▸ Stored records
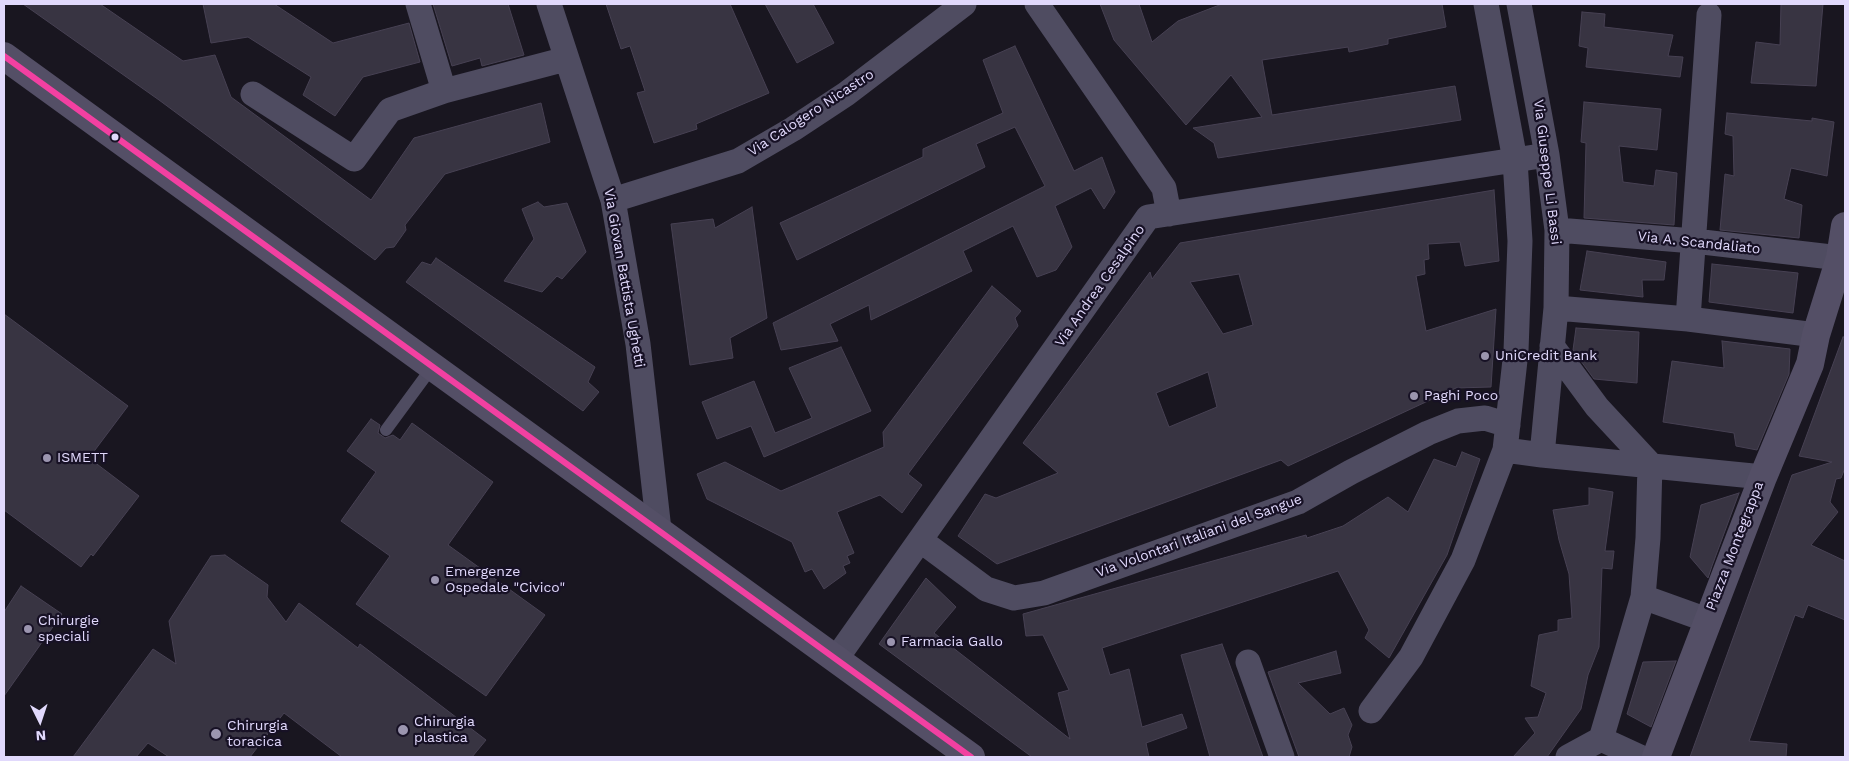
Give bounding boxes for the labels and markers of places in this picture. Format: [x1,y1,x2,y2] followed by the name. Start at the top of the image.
[110,132,120,142] unlabelled marker
[1495,348,1597,364] place label: UniCredit Bank
[1479,350,1491,362] marker: UniCredit Bank
[1424,388,1498,404] place label: Paghi Poco
[1408,390,1420,402] marker: Paghi Poco
[57,450,108,466] place label: ISMETT
[41,452,53,464] marker: ISMETT
[445,564,565,596] place label: Emergenze Ospedale "Civico"
[429,574,441,586] marker: Emergenze Ospedale "Civico"
[38,613,99,646] place label: Chirurgie speciali
[22,623,34,635] marker: Chirurgie speciali
[901,634,1003,650] place label: Farmacia Gallo
[885,636,897,648] marker: Farmacia Gallo
[414,714,475,746] place label: Chirurgia plastica
[227,718,288,750] place label: Chirurgia toracica
[396,723,410,737] marker: Chirurgia plastica
[209,727,223,741] marker: Chirurgia toracica

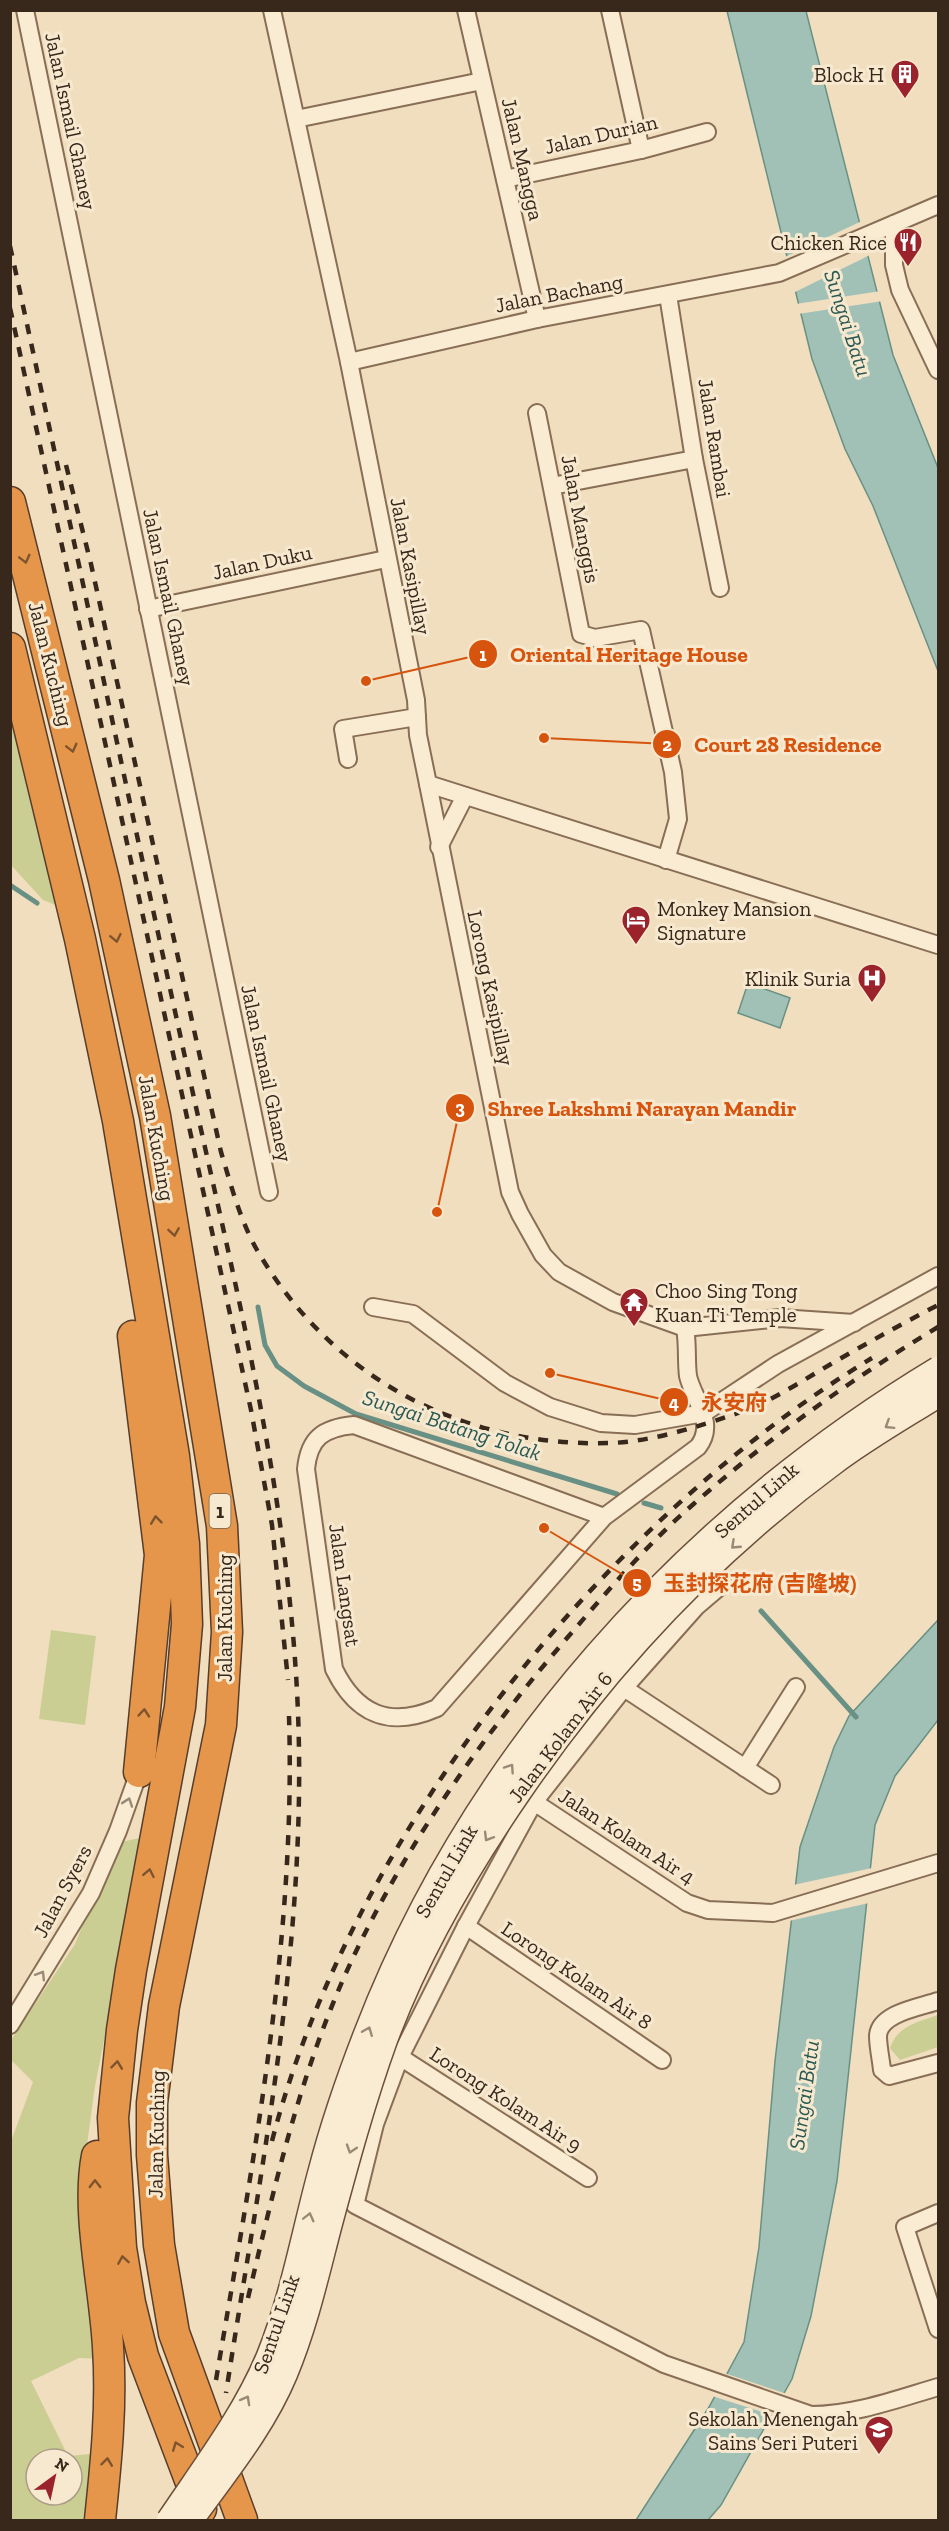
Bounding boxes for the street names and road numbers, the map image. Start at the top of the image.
street label: Jalan Ismail Ghaney [40,30,102,212]
street label: Jalan Mangga [497,95,549,223]
street label: Jalan Durian [542,109,660,159]
street label: Jalan Bachang [493,268,626,318]
street label: Jalan Rambai [693,377,737,499]
street label: Jalan Manggis [556,453,606,585]
street label: Jalan Kasipillay [385,495,437,637]
street label: Jalan Ismail Ghaney [138,506,200,688]
street label: Jalan Duku [210,539,314,585]
street label: Jalan Kuching [23,599,79,729]
street label: Lorong Kasipillay [462,908,520,1068]
street label: Jalan Ismail Ghaney [236,982,298,1164]
street label: Jalan Kuching [134,1073,180,1204]
street label: Sentul Link [709,1457,803,1543]
road number: 1 [210,1494,230,1528]
street label: Jalan Langsat [324,1522,366,1648]
street label: Jalan Kuching [212,1554,237,1682]
street label: Jalan Kolam Air 6 [503,1667,617,1807]
street label: Jalan Kolam Air 4 [554,1783,700,1889]
street label: Sentul Link [409,1820,483,1922]
street label: Jalan Syers [27,1841,97,1941]
street label: Lorong Kolam Air 8 [497,1915,657,2035]
street label: Lorong Kolam Air 9 [425,2041,587,2157]
street label: Jalan Kuching [142,2069,170,2198]
street label: Sentul Link [247,2271,305,2377]

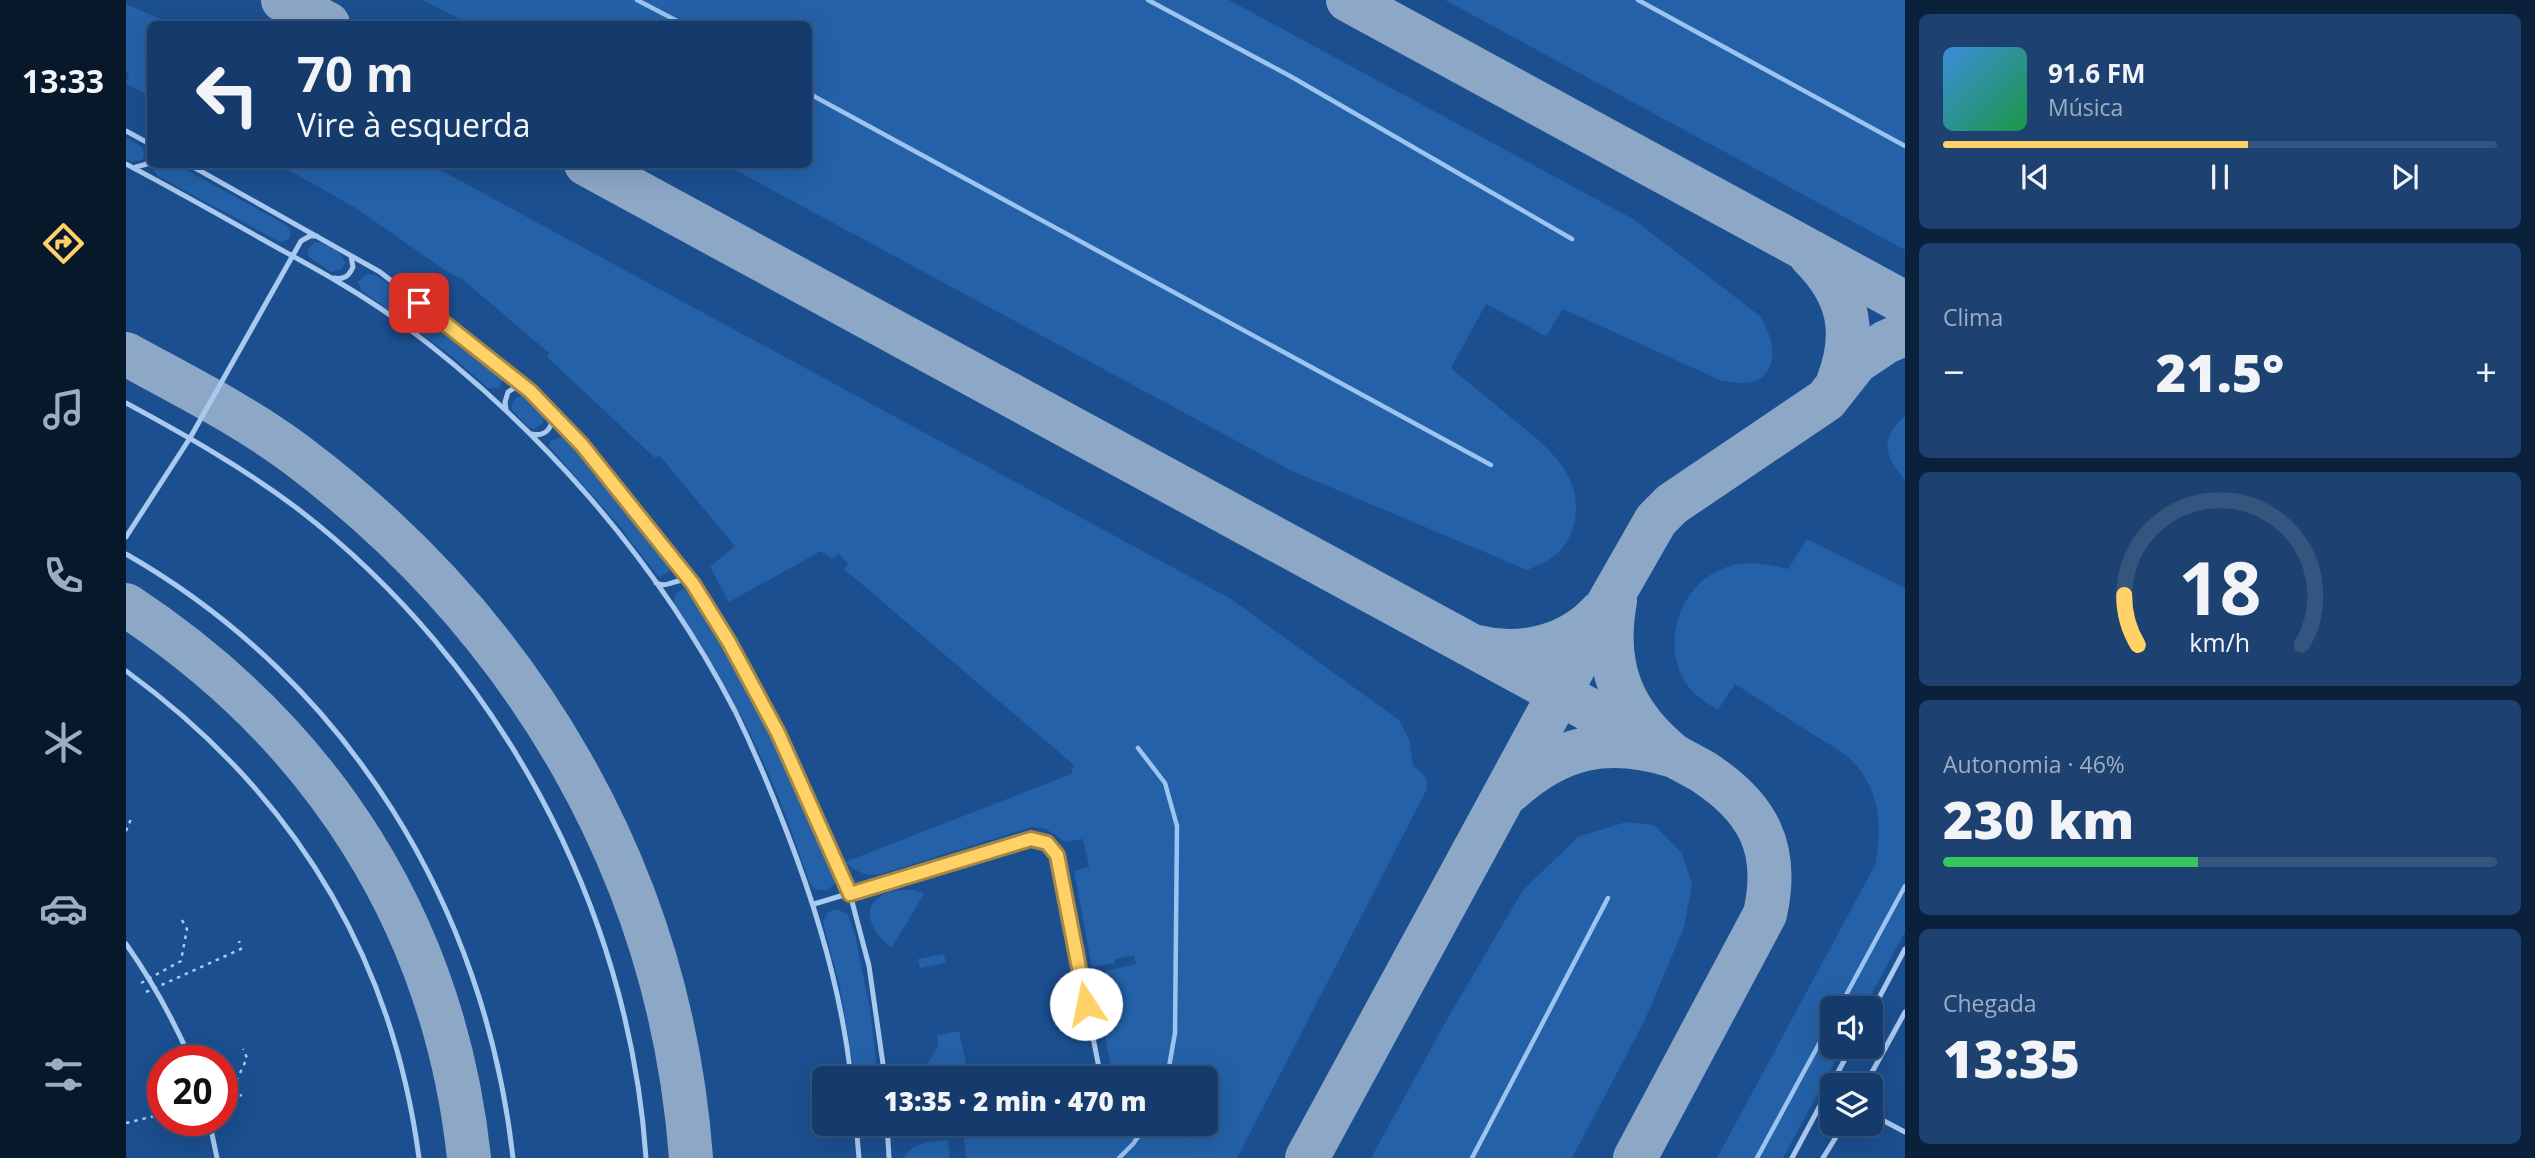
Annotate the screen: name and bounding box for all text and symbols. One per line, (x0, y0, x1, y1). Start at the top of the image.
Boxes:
text: 70 m (297, 40, 414, 106)
icon: left (182, 49, 273, 140)
text: 91.6 FM (2048, 55, 2146, 91)
text: 13:33 (22, 59, 104, 102)
text: Música (2048, 91, 2123, 123)
text: Vire à esquerda (297, 103, 530, 146)
icon: previous (2016, 158, 2054, 196)
icon: pause (2201, 158, 2239, 196)
icon: next (2386, 158, 2424, 196)
icon: directions (39, 219, 88, 268)
pin (389, 273, 449, 333)
icon: arrive (400, 284, 438, 322)
text: Clima (1943, 301, 2003, 333)
text: 21.5° (2156, 336, 2284, 407)
text: − (1943, 345, 1965, 397)
text: + (2475, 345, 2497, 397)
icon: music (39, 385, 88, 434)
text: 18 (2178, 537, 2262, 636)
icon: phone (39, 551, 88, 600)
text: km/h (2190, 625, 2250, 659)
icon: climate (39, 718, 88, 767)
text: Autonomia · 46% (1943, 748, 2125, 780)
text: 230 km (1943, 783, 2134, 854)
icon: car (39, 884, 88, 933)
position arrow (1049, 967, 1123, 1041)
text: Chegada (1943, 987, 2037, 1019)
map controls (1820, 996, 1883, 1136)
button: sound (1820, 996, 1883, 1059)
text: 13:35 (1943, 1022, 2080, 1093)
speed limit sign: 20 (147, 1045, 238, 1136)
icon: filters (39, 1050, 88, 1099)
button: layers (1820, 1073, 1883, 1136)
text: 13:35 · 2 min · 470 m (884, 1083, 1146, 1119)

▸ Task objective
Lines above with the string "Ismail" need to be found and copied.

▸ Answer for the task
street label: Jalan Ismail Ghaney [40,30,102,212]
street label: Jalan Ismail Ghaney [138,506,200,688]
street label: Jalan Ismail Ghaney [236,982,298,1164]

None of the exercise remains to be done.